Bernard Malamud's Pulitzer prize-winnng novel, ''The Fixer,'' provides an example of the dilemmas that can arise in school book-banning cases such as the one recently ruled on by the US Supreme Court. The title character is a Jewish handyman in pre-revolutionary Russia whose imprisonment is part of a plot patterned on an actual episode of the day. As the Monitor review noted, ''For two-and-a-half years - and Malamud spares no degrading details - Yakov languishes in prison, mostly in solitary, cursed, beaten, tormented, poisoned.'' Yet Yakov emerges as a hero ''not dehumanized but more fully and authentically a human being.'' He ''bears witness not only to his own humanity but to the humanity of his community - and ultimately to the humanity of his persecutors.''

The question for a parent might concern whether the positive side of the book is worth a son's or daughter's exposure to the ''degrading details.'' The question for a school is whether on balance the book has the merit to belong in an educational institution.

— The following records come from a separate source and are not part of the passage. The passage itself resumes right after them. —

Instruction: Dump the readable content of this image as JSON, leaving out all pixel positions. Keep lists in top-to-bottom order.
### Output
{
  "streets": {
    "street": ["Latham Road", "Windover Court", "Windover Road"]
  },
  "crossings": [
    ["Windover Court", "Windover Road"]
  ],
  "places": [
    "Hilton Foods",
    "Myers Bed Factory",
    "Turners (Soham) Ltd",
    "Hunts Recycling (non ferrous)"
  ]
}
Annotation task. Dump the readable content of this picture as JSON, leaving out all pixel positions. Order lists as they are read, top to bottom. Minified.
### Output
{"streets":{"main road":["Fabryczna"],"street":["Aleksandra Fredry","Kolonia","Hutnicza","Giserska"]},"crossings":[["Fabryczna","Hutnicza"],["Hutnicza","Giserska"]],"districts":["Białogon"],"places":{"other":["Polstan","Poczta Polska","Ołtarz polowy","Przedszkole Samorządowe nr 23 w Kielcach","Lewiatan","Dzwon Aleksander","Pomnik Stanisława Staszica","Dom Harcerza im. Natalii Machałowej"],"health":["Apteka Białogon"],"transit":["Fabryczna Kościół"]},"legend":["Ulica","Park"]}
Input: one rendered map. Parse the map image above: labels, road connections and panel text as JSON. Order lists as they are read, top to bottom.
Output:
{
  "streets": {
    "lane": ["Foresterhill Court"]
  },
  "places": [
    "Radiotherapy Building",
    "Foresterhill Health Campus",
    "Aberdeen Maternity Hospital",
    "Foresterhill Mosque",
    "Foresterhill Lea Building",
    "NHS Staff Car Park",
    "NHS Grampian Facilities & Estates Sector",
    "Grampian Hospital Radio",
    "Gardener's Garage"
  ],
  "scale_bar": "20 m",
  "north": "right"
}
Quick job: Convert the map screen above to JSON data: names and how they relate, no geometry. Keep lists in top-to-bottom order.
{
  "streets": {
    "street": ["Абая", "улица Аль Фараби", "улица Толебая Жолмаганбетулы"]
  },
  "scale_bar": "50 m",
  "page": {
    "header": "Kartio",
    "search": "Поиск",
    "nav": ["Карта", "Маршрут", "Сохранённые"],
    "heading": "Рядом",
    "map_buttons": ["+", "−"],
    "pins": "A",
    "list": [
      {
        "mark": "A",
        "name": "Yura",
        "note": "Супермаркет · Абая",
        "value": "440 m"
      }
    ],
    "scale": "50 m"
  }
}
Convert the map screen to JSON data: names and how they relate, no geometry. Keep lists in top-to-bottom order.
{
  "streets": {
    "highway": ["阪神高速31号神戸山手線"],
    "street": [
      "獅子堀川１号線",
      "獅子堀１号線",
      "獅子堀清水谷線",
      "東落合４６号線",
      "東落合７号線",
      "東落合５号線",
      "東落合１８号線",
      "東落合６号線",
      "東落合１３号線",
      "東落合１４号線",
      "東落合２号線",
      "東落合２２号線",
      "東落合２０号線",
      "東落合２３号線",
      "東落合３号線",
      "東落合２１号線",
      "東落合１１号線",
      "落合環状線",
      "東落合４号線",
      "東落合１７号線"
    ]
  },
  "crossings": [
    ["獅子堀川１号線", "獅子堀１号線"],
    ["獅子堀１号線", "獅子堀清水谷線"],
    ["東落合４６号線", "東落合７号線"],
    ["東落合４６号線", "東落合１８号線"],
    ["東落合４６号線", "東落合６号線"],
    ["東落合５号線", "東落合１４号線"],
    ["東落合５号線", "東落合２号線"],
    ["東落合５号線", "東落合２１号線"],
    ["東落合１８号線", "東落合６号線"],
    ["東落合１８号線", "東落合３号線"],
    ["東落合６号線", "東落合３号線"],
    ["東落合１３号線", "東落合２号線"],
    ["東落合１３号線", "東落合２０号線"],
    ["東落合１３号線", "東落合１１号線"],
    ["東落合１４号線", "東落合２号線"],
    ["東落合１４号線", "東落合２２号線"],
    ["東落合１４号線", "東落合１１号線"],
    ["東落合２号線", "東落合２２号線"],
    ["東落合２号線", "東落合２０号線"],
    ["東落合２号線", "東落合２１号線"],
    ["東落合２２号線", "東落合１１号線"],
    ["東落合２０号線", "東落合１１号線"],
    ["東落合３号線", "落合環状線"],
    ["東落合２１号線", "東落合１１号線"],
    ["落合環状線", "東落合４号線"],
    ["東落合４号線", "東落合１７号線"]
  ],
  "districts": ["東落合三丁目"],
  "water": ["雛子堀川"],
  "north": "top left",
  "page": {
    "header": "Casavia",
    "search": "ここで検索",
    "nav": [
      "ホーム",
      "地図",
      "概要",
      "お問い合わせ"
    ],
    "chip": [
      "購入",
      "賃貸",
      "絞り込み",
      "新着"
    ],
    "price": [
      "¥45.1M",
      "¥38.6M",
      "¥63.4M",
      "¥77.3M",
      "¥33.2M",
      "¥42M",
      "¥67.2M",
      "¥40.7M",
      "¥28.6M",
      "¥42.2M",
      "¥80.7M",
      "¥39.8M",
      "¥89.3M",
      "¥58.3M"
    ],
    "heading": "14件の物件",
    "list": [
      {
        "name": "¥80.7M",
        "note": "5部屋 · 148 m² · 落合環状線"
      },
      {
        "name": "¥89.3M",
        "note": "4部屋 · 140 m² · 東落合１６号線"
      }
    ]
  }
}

The Supreme Court did not rule on whether ''The Fixer'' and a number of other books were properly removed from the shelves of a Long Island school library by the local school board. It did say that a lower court's summary judgment upholding the school board was insufficient, since it did not bring out the motives for the banning. It said that students who sued for access to the books on First Amendment grounds were entitled to a trial.

The reasoning seemed to be that a school board did have some discretion to remove books, and the First Amendment would not be violated if the decision were based solely on educational suitability or on grounds the books were ''pervasively vulgar.'' However, the discretion could not be exercised in a narrowly partisan manner to deny students access to ideas with which the board members disagreed. A useful distinction was made giving the board wider discretion on books required in the classroom than on books in the library where ''the regime of voluntary inquiry'' holds sway.

On this basis it appears that the least the court could do was to turn the case back to a lower court for judgment according to the motives of the board. It was a ruling to give hope to the school libraries that have been suffering a recent wave of book bannings. The underlying question is always that, even if most parents might agree with the banning of one given book, the practice of banning without prospect of court review could result in the removal of books on which there was wider disagreement. There is also the question of how far education is served by preventing students from finding in their school library the books that students in other libraries have access to. And sometimes removing a book can give it a spurious air of forbidden fruit.

The court decision does not relieve parents and school authorities from confronting the dilemma of ''The Fixer,'' for example. It should help schools preserve the First Amendment's guarantee of the right to receive information and ideas.